(Stored records)
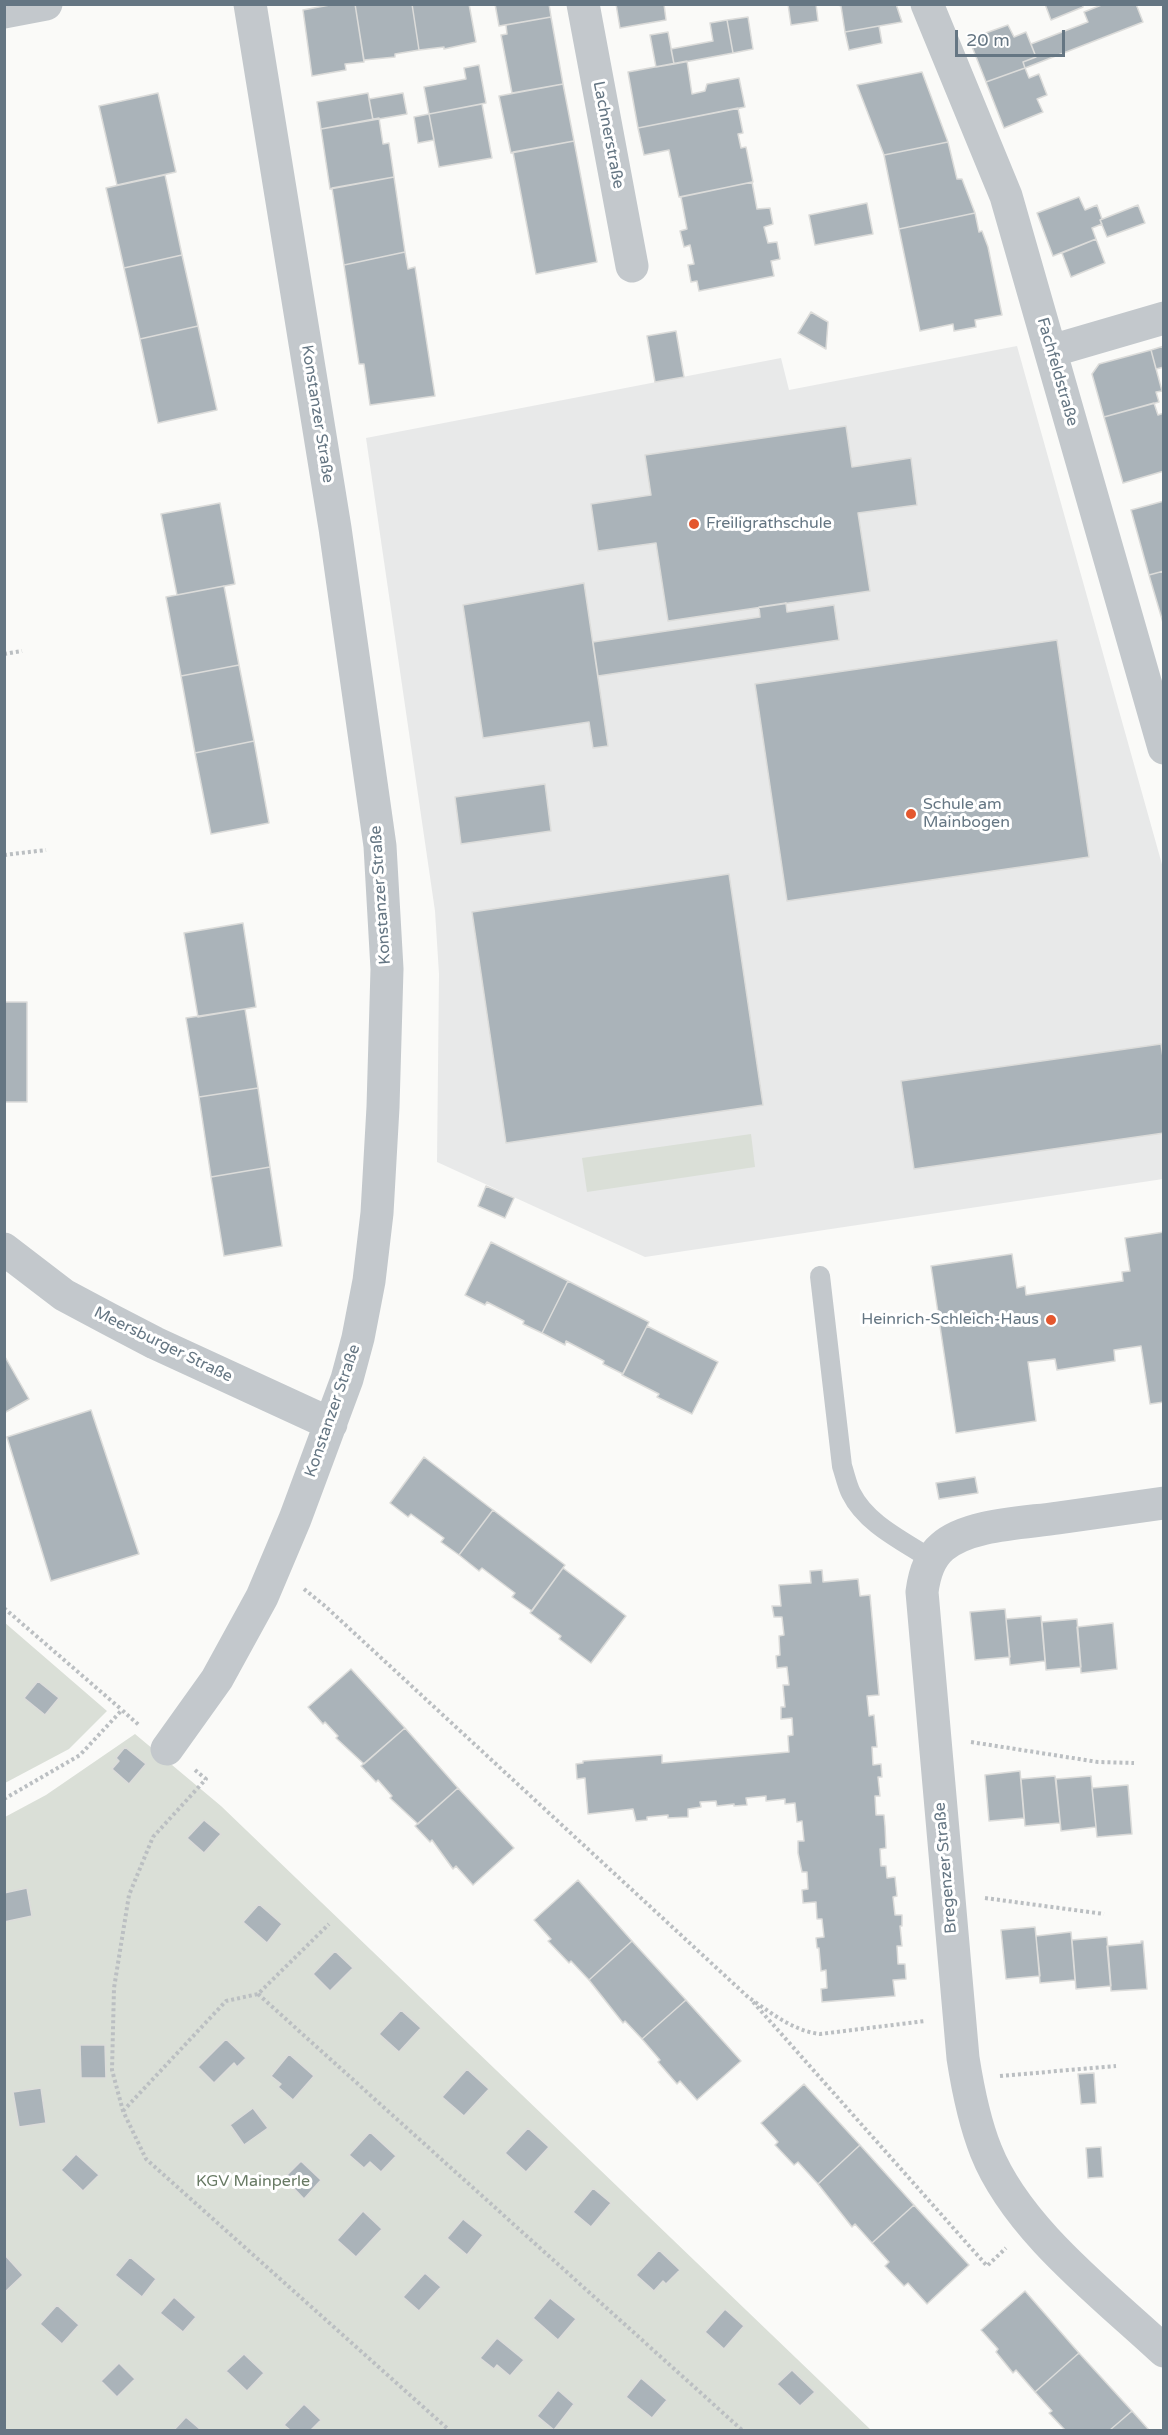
<!DOCTYPE html>
<html>
<head>
<meta charset="utf-8">
<style>
  body { margin:0 }
  #map { position:relative; width:1168px; height:2435px; overflow:hidden; background:#fafaf8; font-family:"Varela Round",sans-serif }
  canvas { display:block }
  .frame { position:absolute; inset:0; border:6px solid #657683; pointer-events:none }
  .scale { position:absolute; left:955px; top:30px; width:110px; height:27px; box-sizing:border-box; border:3px solid #657683; border-top:0; padding-left:8px; font-size:18px; line-height:21px; white-space:nowrap; color:#657683; -webkit-text-stroke:4px #fff; paint-order:stroke }
</style>
</head>
<body>
<div id="map">
<canvas width="1168" height="2435"></canvas>
<div class="frame"></div>
<div class="scale">20 m</div>
</div>
<script>
const context = document.querySelector('canvas').getContext('2d');
context.lineJoin = 'round';
function paint(path, color) { context.fillStyle = color; context.fill(path, 'evenodd'); }
function strokePath(path, color, width, dash) { context.strokeStyle = color; context.lineWidth = width; context.lineCap = dash ? 'butt' : 'round'; context.setLineDash(dash || []); context.stroke(path); }
function label(font, color, halo, rows, align = 'center') {
  context.font = font + ' "Varela Round",sans-serif'; context.lineWidth = 6; context.setLineDash([]); context.textBaseline = 'middle'; context.strokeStyle = halo; context.fillStyle = color; for (const [text, x, y, turn = 0] of rows) {
    context.save(); context.translate(x, y); context.rotate((+turn || 0) * Math.PI / 180); context.textAlign = isNaN(turn) ? turn : align; if (halo) context.strokeText(text, 0, 0); context.fillText(text, 0, 0); context.restore();
  }
}
paint(new Path2D(`
  M 1017,346 L 1163,868 L 1163,1179 L 645,1257 L 437,1162 L 439,974 L 435,911 L 366,438 L 781,358 L 789,390 Z`), '#e8e9e9');
paint(new Path2D(`
  M 751,1134 L 755,1167 L 587,1192 L 582,1158 Z
  M 4,1622 L 107,1711 L 69,1749 L 5,1783 Z
  M 135,1734 L 221,1806 L 871,2430 L 5,2430 L 5,1817 L 46,1795 Z`), '#dadfd7');
const building = new Path2D(`
  M 335,4 L 355,4 L 364,62 L 345,64 L 346,70 L 312,76 L 303,10 Z
  M 355,4 L 412,4 L 419,50 L 395,54 L 395,57 L 364,60 Z
  M 412,4 L 469,4 L 476,42 L 444,49 L 444,47 L 419,50 Z
  M 495,4 L 549,4 L 551,17 L 499,26 Z
  M 616,4 L 664,4 L 666,20 L 620,28 Z
  M 788,4 L 816,4 L 818,21 L 791,25 Z
  M 835,4 L 896,4 L 902,22 L 845,32 L 841,6 Z
  M 1045,4 L 1082,4 L 1083,7 L 1051,20 Z
  M 1104,4 L 1136,4 L 1143,22 L 1025,68 L 1023,62 L 1036,57 L 1031,44 L 1088,22 L 1084,12 Z
  M 551,17 L 563,84 L 512,93 L 501,35 L 507,34 L 506,25 Z
  M 748,17 L 753,49 L 733,53 L 727,20 Z
  M 727,20 L 733,53 L 674,64 L 671,49 L 713,41 L 710,23 Z
  M 1008,25 L 1014,37 L 1026,32 L 1036,57 L 1023,62 L 1025,68 L 986,82 L 969,39 Z
  M 879,26 L 882,43 L 849,50 L 845,32 Z
  M 668,32 L 674,64 L 656,67 L 650,35 Z
  M 687,61 L 692,94 L 705,91 L 707,84 L 739,78 L 745,107 L 638,128 L 628,72 Z
  M 479,65 L 486,103 L 429,114 L 424,87 L 466,79 L 464,68 Z
  M 1025,68 L 1029,78 L 1039,74 L 1047,95 L 1037,99 L 1043,112 L 1004,128 L 986,82 Z
  M 922,72 L 948,142 L 884,155 L 857,85 Z
  M 563,84 L 574,141 L 511,153 L 499,96 Z
  M 158,93 L 176,172 L 117,185 L 99,106 Z
  M 368,93 L 373,120 L 321,129 L 317,102 Z
  M 403,93 L 407,114 L 373,120 L 369,99 Z
  M 482,104 L 492,158 L 439,167 L 429,114 Z
  M 738,108 L 743,133 L 738,134 L 741,148 L 746,147 L 753,182 L 679,197 L 669,150 L 644,155 L 638,128 Z
  M 429,114 L 434,140 L 418,143 L 414,117 Z
  M 379,118 L 383,144 L 389,143 L 394,177 L 330,189 L 321,129 Z
  M 574,141 L 597,262 L 536,274 L 513,152 Z
  M 948,142 L 957,179 L 962,179 L 975,213 L 899,229 L 884,155 Z
  M 165,175 L 182,255 L 124,268 L 106,188 Z
  M 394,177 L 405,252 L 344,265 L 332,188 Z
  M 752,182 L 757,209 L 770,208 L 773,224 L 764,227 L 768,243 L 777,242 L 780,259 L 771,261 L 774,276 L 699,291 L 697,281 L 691,282 L 688,265 L 694,264 L 690,245 L 684,247 L 680,231 L 687,229 L 681,197 Z
  M 1079,197 L 1085,210 L 1097,205 L 1102,219 L 1100,220 L 1102,224 L 1092,228 L 1096,239 L 1053,256 L 1037,213 Z
  M 867,203 L 873,234 L 815,245 L 809,215 Z
  M 1138,205 L 1145,223 L 1107,237 L 1100,220 Z
  M 975,213 L 979,232 L 982,231 L 988,247 L 1002,315 L 975,320 L 976,327 L 954,331 L 953,324 L 920,331 L 899,229 Z
  M 1096,239 L 1105,263 L 1071,277 L 1062,253 Z
  M 405,252 L 408,269 L 415,267 L 435,396 L 370,405 L 364,364 L 359,364 L 344,265 Z
  M 182,255 L 198,326 L 140,339 L 124,268 Z
  M 811,312 L 828,322 L 826,349 L 798,333 Z
  M 198,326 L 217,410 L 158,423 L 140,339 Z
  M 676,331 L 684,377 L 655,382 L 647,336 Z
  M 1164,346 L 1164,367 L 1156,369 L 1151,350 Z
  M 1151,350 L 1162,391 L 1156,392 L 1159,402 L 1104,417 L 1092,374 L 1099,364 Z
  M 1154,403 L 1158,415 L 1164,413 L 1164,471 L 1123,483 L 1104,417 Z
  M 846,426 L 852,467 L 911,458 L 917,505 L 858,513 L 870,591 L 668,621 L 656,543 L 598,551 L 591,504 L 651,495 L 645,455 Z
  M 1164,501 L 1164,571 L 1149,575 L 1131,510 Z
  M 220,503 L 235,584 L 177,595 L 161,514 Z
  M 1164,571 L 1164,626 L 1149,575 Z
  M 584,583 L 608,746 L 593,748 L 589,722 L 483,738 L 463,605 Z
  M 224,586 L 239,665 L 181,676 L 166,597 Z
  M 786,603 L 787,612 L 834,605 L 839,640 L 598,676 L 593,642 L 760,617 L 759,607 Z
  M 1057,640 L 1089,857 L 787,901 L 755,684 Z
  M 239,665 L 254,741 L 195,753 L 181,676 Z
  M 254,741 L 269,823 L 211,834 L 195,753 Z
  M 545,784 L 551,831 L 461,844 L 455,797 Z
  M 729,874 L 763,1105 L 506,1143 L 472,912 Z
  M 243,923 L 256,1007 L 198,1017 L 184,933 Z
  M 4,1002 L 27,1002 L 27,1102 L 4,1102 Z
  M 245,1009 L 258,1088 L 199,1097 L 186,1018 Z
  M 1161,1044 L 1164,1064 L 1164,1133 L 914,1169 L 901,1081 Z
  M 258,1088 L 270,1167 L 211,1177 L 199,1097 Z
  M 270,1167 L 282,1246 L 224,1256 L 211,1177 Z
  M 486,1186 L 514,1198 L 505,1218 L 478,1206 Z
  M 1164,1232 L 1164,1402 L 1150,1404 L 1141,1346 L 1114,1350 L 1115,1361 L 1057,1370 L 1055,1359 L 1028,1362 L 1036,1421 L 956,1433 L 931,1266 L 1012,1254 L 1017,1288 L 1025,1286 L 1026,1295 L 1123,1281 L 1122,1272 L 1130,1271 L 1125,1238 Z
  M 491,1242 L 568,1281 L 542,1333 L 523,1324 L 524,1321 L 487,1302 L 485,1305 L 465,1295 Z
  M 568,1281 L 649,1322 L 623,1374 L 603,1364 L 604,1361 L 566,1341 L 565,1345 L 542,1333 Z
  M 647,1326 L 718,1362 L 692,1414 L 657,1397 L 659,1394 L 622,1375 Z
  M 4,1355 L 29,1399 L 4,1413 Z
  M 91,1410 L 139,1554 L 51,1581 L 7,1437 Z
  M 424,1457 L 493,1510 L 459,1555 L 441,1542 L 444,1538 L 411,1514 L 408,1517 L 390,1503 Z
  M 975,1477 L 978,1493 L 939,1499 L 936,1483 Z
  M 493,1510 L 565,1565 L 532,1611 L 512,1597 L 515,1593 L 482,1568 L 479,1571 L 459,1555 Z
  M 563,1568 L 626,1616 L 591,1663 L 559,1639 L 561,1636 L 530,1613 Z
  M 822,1570 L 823,1582 L 858,1579 L 860,1596 L 870,1595 L 879,1695 L 867,1696 L 869,1716 L 874,1715 L 877,1747 L 872,1747 L 873,1765 L 881,1764 L 882,1777 L 878,1777 L 880,1796 L 875,1796 L 876,1815 L 884,1815 L 885,1826 L 886,1848 L 880,1849 L 881,1866 L 886,1866 L 887,1878 L 895,1877 L 897,1896 L 893,1897 L 895,1915 L 902,1915 L 902,1926 L 900,1926 L 902,1946 L 897,1946 L 898,1964 L 905,1964 L 906,1979 L 893,1980 L 895,1996 L 822,2002 L 821,1989 L 827,1988 L 826,1970 L 821,1971 L 819,1948 L 817,1948 L 816,1938 L 824,1937 L 822,1919 L 817,1919 L 816,1902 L 803,1903 L 802,1890 L 808,1889 L 807,1872 L 802,1872 L 798,1853 L 798,1841 L 804,1841 L 802,1821 L 797,1822 L 795,1803 L 785,1804 L 785,1799 L 766,1801 L 766,1796 L 746,1798 L 747,1805 L 734,1806 L 734,1804 L 717,1806 L 716,1801 L 700,1802 L 701,1807 L 688,1809 L 688,1817 L 668,1818 L 668,1815 L 647,1817 L 647,1820 L 636,1821 L 633,1809 L 588,1814 L 585,1778 L 577,1779 L 576,1764 L 583,1763 L 583,1761 L 662,1755 L 662,1763 L 789,1752 L 788,1736 L 793,1735 L 792,1718 L 781,1719 L 781,1707 L 785,1707 L 783,1685 L 789,1685 L 787,1667 L 777,1668 L 776,1656 L 780,1655 L 779,1636 L 784,1635 L 782,1617 L 774,1617 L 772,1606 L 781,1606 L 779,1585 L 811,1583 L 810,1571 Z
  M 1005,1609 L 1010,1657 L 975,1660 L 970,1612 Z
  M 1041,1616 L 1045,1661 L 1010,1665 L 1006,1619 Z
  M 1077,1619 L 1081,1667 L 1046,1670 L 1042,1622 Z
  M 1113,1623 L 1117,1669 L 1081,1673 L 1077,1627 Z
  M 351,1669 L 405,1728 L 364,1764 L 336,1738 L 338,1736 L 325,1722 L 323,1724 L 308,1707 Z
  M 38,1681 L 59,1698 L 45,1715 L 24,1698 Z
  M 405,1728 L 458,1788 L 418,1824 L 390,1798 L 392,1796 L 378,1780 L 376,1782 L 361,1766 Z
  M 125,1747 L 146,1764 L 129,1784 L 112,1769 L 119,1761 L 116,1758 Z
  M 1020,1771 L 1024,1818 L 989,1821 L 985,1775 Z
  M 1055,1776 L 1060,1823 L 1025,1826 L 1021,1779 Z
  M 1091,1776 L 1096,1827 L 1061,1831 L 1056,1779 Z
  M 1128,1785 L 1132,1834 L 1097,1837 L 1092,1788 Z
  M 458,1788 L 514,1848 L 473,1885 L 456,1866 L 453,1869 L 432,1840 L 430,1842 L 415,1826 Z
  M 204,1820 L 221,1834 L 204,1853 L 187,1838 Z
  M 578,1880 L 632,1941 L 589,1980 L 571,1961 L 569,1963 L 548,1941 L 551,1939 L 534,1920 Z
  M 27,1888 L 32,1916 L 4,1922 L 4,1893 Z
  M 259,1904 L 282,1924 L 267,1943 L 243,1922 Z
  M 1035,1927 L 1040,1976 L 1006,1979 L 1001,1930 Z
  M 1071,1932 L 1075,1980 L 1040,1983 L 1036,1936 Z
  M 1107,1937 L 1111,1986 L 1076,1989 L 1072,1940 Z
  M 632,1941 L 686,2000 L 642,2039 L 625,2021 L 623,2023 L 589,1980 Z
  M 1141,1941 L 1143,1941 L 1147,1989 L 1111,1991 L 1107,1946 L 1141,1943 Z
  M 335,1951 L 353,1968 L 330,1991 L 313,1974 Z
  M 686,2000 L 741,2061 L 697,2100 L 680,2081 L 677,2084 L 658,2062 L 660,2060 L 642,2039 Z
  M 401,2010 L 421,2028 L 399,2052 L 379,2034 Z
  M 226,2039 L 246,2058 L 237,2067 L 234,2063 L 214,2083 L 198,2067 Z
  M 80,2045 L 105,2045 L 106,2078 L 81,2078 Z
  M 289,2054 L 314,2076 L 293,2100 L 278,2087 L 281,2084 L 271,2076 Z
  M 467,2069 L 489,2089 L 464,2116 L 442,2097 Z
  M 1094,2073 L 1096,2103 L 1081,2104 L 1078,2074 Z
  M 804,2084 L 860,2145 L 818,2184 L 798,2162 L 794,2165 L 775,2145 L 778,2142 L 761,2123 Z
  M 41,2088 L 46,2123 L 19,2127 L 13,2092 Z
  M 253,2108 L 268,2128 L 244,2145 L 230,2125 Z
  M 528,2128 L 549,2147 L 526,2172 L 505,2153 Z
  M 370,2132 L 396,2156 L 381,2172 L 370,2162 L 364,2168 L 349,2155 Z
  M 860,2145 L 914,2205 L 872,2243 L 855,2224 L 852,2227 L 818,2184 Z
  M 1101,2147 L 1103,2177 L 1088,2178 L 1086,2148 Z
  M 76,2154 L 99,2175 L 83,2191 L 61,2170 Z
  M 301,2161 L 321,2180 L 304,2199 L 284,2178 Z
  M 593,2188 L 611,2203 L 591,2227 L 573,2212 Z
  M 914,2205 L 969,2265 L 927,2304 L 908,2283 L 904,2286 L 885,2266 L 889,2262 L 872,2243 Z
  M 363,2211 L 382,2229 L 356,2257 L 337,2240 Z
  M 463,2219 L 483,2235 L 467,2255 L 447,2238 Z
  M 659,2250 L 680,2270 L 666,2284 L 663,2281 L 654,2291 L 636,2275 Z
  M 4,2254 L 23,2275 L 4,2293 Z
  M 130,2257 L 156,2279 L 142,2297 L 115,2275 Z
  M 425,2273 L 441,2287 L 419,2311 L 403,2297 Z
  M 1025,2291 L 1079,2353 L 1035,2392 L 1016,2370 L 1013,2373 L 996,2352 L 998,2349 L 981,2330 Z
  M 174,2297 L 196,2317 L 183,2332 L 160,2313 Z
  M 550,2298 L 576,2319 L 558,2340 L 533,2318 Z
  M 57,2305 L 79,2325 L 62,2344 L 40,2324 Z
  M 725,2309 L 744,2326 L 724,2349 L 705,2332 Z
  M 497,2338 L 524,2360 L 510,2376 L 497,2365 L 494,2369 L 480,2358 Z
  M 1079,2353 L 1132,2411 L 1110,2430 L 1065,2430 L 1049,2413 L 1052,2411 L 1035,2392 Z
  M 244,2354 L 264,2373 L 247,2391 L 226,2371 Z
  M 119,2363 L 135,2379 L 117,2397 L 101,2381 Z
  M 792,2370 L 815,2392 L 800,2406 L 777,2384 Z
  M 641,2378 L 667,2400 L 652,2418 L 626,2397 Z
  M 558,2390 L 574,2404 L 554,2430 L 537,2416 Z
  M 304,2404 L 321,2420 L 311,2430 L 290,2430 L 284,2425 Z
  M 1132,2411 L 1149,2430 L 1110,2430 Z
  M 186,2417 L 201,2430 L 174,2430 Z`);
paint(building, '#aab3b9');
strokePath(building, '#dcdcda', 1.5);
strokePath(new Path2D(`
  M 4,654 L 22,651
  M 4,855 L 46,850
  M 304,1589 L 325,1606 L 748,1997 C 770,2012 793,2031 820,2034 L 925,2021
  M 4,1608 L 122,1710
  M 971,1742 L 1098,1762 L 1134,1763
  M 195,1770 L 206,1779 L 153,1837 L 129,1895 L 114,1988 L 112,2070 L 123,2111 L 146,2159 L 449,2430
  M 4,1799 L 80,1755 L 122,1710 L 140,1726
  M 985,1898 L 1104,1914
  M 258,1994 L 742,2430
  M 753,2002 L 987,2266 L 1006,2248
  M 1000,2076 L 1116,2066
  M 123,2111 L 226,2001 L 258,1994 L 329,1924`), '#bbbfc2', 4, [3, 3]);
strokePath(new Path2D(`
  M 820,1276 L 842,1466 C 845,1475 847,1485 851,1493 C 867,1525 904,1541 932,1560`), '#c3c8cc', 20);
strokePath(new Path2D(`
  M 583,4 L 632,266
  M 927,4 L 1006,196 L 1164,748
  M 4,12 L 46,4
  M 1051,351 L 1164,318
  M 4,1249 L 64,1295 L 109,1319 L 155,1343 L 331,1424
  M 1164,1503 C 1128,1508 1093,1513 1058,1518 C 1024,1523 968,1524 942,1547 C 929,1558 924,1576 922,1592 L 963,2058 C 968,2090 974,2121 986,2151 C 1017,2229 1103,2294 1164,2351
  M 167,1749 L 217,1679 L 262,1597 L 295,1519 L 347,1379 L 358,1338 L 369,1281 L 377,1213 L 383,1107 L 387,969 L 380,846 L 335,528 L 250,4`), '#c3c8cc', 33);
for (const [x, y, r, color] of [
  [694,524,6,"#e4572e"],
  [911,814,6,"#e4572e"],
  [1051,1320,6,"#e4572e"]
]) { const dot = new Path2D(); dot.arc(x, y, r, 0, 2 * Math.PI); context.fillStyle = color; context.fill(dot); strokePath(dot, '#fff', 2); }
label('16px', '#657683', '#fff', [
  ["Lachnerstraße",608,135,79],
  ["Fachfeldstraße",1057,372,74],
  ["Konstanzer Straße",317,414,81],
  ["Konstanzer Straße",381,895,-94],
  ["Meersburger Straße",163,1345,26],
  ["Konstanzer Straße",333,1411,-71],
  ["Bregenzer Straße",946,1868,-95]
]);
label('16px', '#657683', '#fff', [
  ["Freiligrathschule",706,524],
  ["Schule am",923,805],
  ["Mainbogen",923,823],
  ["Heinrich-Schleich-Haus",1039,1320,"right"]
], 'left');
label('16px', '#687a64', '#fff', [
  ["KGV Mainperle",253,2182]
]);
</script>
</body>
</html>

* [Task directions]: Print again the lines of the entries above that fall between the line holding "M 1025,2291 L" and the line holding "paint(building, '#aab3b9');", inclusive, exactly as they stand.

* [Reply]:
  M 1025,2291 L 1079,2353 L 1035,2392 L 1016,2370 L 1013,2373 L 996,2352 L 998,2349 L 981,2330 Z
  M 174,2297 L 196,2317 L 183,2332 L 160,2313 Z
  M 550,2298 L 576,2319 L 558,2340 L 533,2318 Z
  M 57,2305 L 79,2325 L 62,2344 L 40,2324 Z
  M 725,2309 L 744,2326 L 724,2349 L 705,2332 Z
  M 497,2338 L 524,2360 L 510,2376 L 497,2365 L 494,2369 L 480,2358 Z
  M 1079,2353 L 1132,2411 L 1110,2430 L 1065,2430 L 1049,2413 L 1052,2411 L 1035,2392 Z
  M 244,2354 L 264,2373 L 247,2391 L 226,2371 Z
  M 119,2363 L 135,2379 L 117,2397 L 101,2381 Z
  M 792,2370 L 815,2392 L 800,2406 L 777,2384 Z
  M 641,2378 L 667,2400 L 652,2418 L 626,2397 Z
  M 558,2390 L 574,2404 L 554,2430 L 537,2416 Z
  M 304,2404 L 321,2420 L 311,2430 L 290,2430 L 284,2425 Z
  M 1132,2411 L 1149,2430 L 1110,2430 Z
  M 186,2417 L 201,2430 L 174,2430 Z`);
paint(building, '#aab3b9');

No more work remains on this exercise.